(Stored data)
★ ★ ★ ★ ★
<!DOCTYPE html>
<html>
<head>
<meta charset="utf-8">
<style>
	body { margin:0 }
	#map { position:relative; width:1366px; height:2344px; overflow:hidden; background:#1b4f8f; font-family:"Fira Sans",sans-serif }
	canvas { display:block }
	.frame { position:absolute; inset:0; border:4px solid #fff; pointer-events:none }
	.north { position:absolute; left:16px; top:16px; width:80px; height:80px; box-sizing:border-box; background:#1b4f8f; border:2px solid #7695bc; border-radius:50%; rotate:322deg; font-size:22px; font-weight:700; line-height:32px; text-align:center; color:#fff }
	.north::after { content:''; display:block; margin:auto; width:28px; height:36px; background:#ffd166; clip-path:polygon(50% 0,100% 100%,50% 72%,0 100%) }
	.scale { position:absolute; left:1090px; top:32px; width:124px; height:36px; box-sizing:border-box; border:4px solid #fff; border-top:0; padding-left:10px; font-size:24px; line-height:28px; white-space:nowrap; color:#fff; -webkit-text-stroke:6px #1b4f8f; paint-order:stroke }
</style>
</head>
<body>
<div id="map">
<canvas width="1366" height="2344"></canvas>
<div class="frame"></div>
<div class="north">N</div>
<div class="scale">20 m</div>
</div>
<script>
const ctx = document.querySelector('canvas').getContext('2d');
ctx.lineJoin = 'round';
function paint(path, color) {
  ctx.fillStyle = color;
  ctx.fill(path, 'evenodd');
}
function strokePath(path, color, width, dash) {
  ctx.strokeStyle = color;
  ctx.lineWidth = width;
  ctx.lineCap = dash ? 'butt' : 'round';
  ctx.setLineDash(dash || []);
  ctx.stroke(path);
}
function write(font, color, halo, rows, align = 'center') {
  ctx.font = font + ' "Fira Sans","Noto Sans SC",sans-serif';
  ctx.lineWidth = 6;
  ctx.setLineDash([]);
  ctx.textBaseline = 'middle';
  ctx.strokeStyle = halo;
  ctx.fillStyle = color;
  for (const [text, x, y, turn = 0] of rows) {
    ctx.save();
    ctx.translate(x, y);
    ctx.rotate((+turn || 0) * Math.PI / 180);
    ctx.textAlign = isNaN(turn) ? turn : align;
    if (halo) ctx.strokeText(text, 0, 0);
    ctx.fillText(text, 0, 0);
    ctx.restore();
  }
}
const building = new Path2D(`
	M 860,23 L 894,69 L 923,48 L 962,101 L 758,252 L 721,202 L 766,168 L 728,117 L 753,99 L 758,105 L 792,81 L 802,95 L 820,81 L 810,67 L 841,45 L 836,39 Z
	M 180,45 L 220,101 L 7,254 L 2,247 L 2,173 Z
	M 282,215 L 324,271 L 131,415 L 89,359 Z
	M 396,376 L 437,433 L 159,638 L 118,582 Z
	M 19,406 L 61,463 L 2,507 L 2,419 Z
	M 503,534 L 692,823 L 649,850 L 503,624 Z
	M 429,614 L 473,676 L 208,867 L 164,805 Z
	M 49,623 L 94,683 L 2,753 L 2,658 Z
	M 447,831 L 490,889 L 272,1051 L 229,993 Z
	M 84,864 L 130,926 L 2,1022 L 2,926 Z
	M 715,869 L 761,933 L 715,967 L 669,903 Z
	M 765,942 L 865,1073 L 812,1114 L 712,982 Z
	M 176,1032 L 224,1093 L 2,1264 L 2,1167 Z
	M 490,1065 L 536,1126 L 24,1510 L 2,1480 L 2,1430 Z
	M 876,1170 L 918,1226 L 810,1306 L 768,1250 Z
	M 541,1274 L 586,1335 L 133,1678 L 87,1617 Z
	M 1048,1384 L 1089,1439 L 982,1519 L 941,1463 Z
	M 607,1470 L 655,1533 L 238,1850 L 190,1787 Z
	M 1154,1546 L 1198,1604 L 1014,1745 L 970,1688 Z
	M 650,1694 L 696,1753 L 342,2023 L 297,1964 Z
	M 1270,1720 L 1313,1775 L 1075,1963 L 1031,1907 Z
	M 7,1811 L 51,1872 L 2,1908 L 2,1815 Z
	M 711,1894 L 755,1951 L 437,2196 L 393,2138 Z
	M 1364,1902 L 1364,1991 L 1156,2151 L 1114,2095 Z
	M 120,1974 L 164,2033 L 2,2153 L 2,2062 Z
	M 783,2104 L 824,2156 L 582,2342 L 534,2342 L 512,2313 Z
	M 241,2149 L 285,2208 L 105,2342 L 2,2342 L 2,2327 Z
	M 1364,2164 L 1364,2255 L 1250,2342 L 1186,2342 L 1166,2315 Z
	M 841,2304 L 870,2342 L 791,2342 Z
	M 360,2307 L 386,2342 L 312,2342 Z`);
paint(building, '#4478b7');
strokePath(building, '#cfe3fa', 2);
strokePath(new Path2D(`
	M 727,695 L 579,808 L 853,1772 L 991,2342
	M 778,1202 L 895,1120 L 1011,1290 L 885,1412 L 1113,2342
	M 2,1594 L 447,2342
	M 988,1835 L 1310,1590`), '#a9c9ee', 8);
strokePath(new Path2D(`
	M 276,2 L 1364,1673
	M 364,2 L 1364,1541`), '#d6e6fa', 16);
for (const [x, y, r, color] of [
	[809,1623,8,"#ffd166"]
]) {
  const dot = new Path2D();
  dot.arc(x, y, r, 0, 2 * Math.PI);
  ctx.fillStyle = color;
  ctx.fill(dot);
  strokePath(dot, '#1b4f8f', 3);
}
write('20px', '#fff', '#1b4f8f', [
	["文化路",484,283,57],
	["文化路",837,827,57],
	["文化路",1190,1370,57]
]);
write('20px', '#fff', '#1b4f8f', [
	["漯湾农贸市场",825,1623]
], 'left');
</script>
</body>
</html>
★ ★ ★ ★ ★
• _To do_:
Look through the entries above. Copy each line in which the string "Math" occurs.

• _Output_:
    ctx.rotate((+turn || 0) * Math.PI / 180);
  dot.arc(x, y, r, 0, 2 * Math.PI);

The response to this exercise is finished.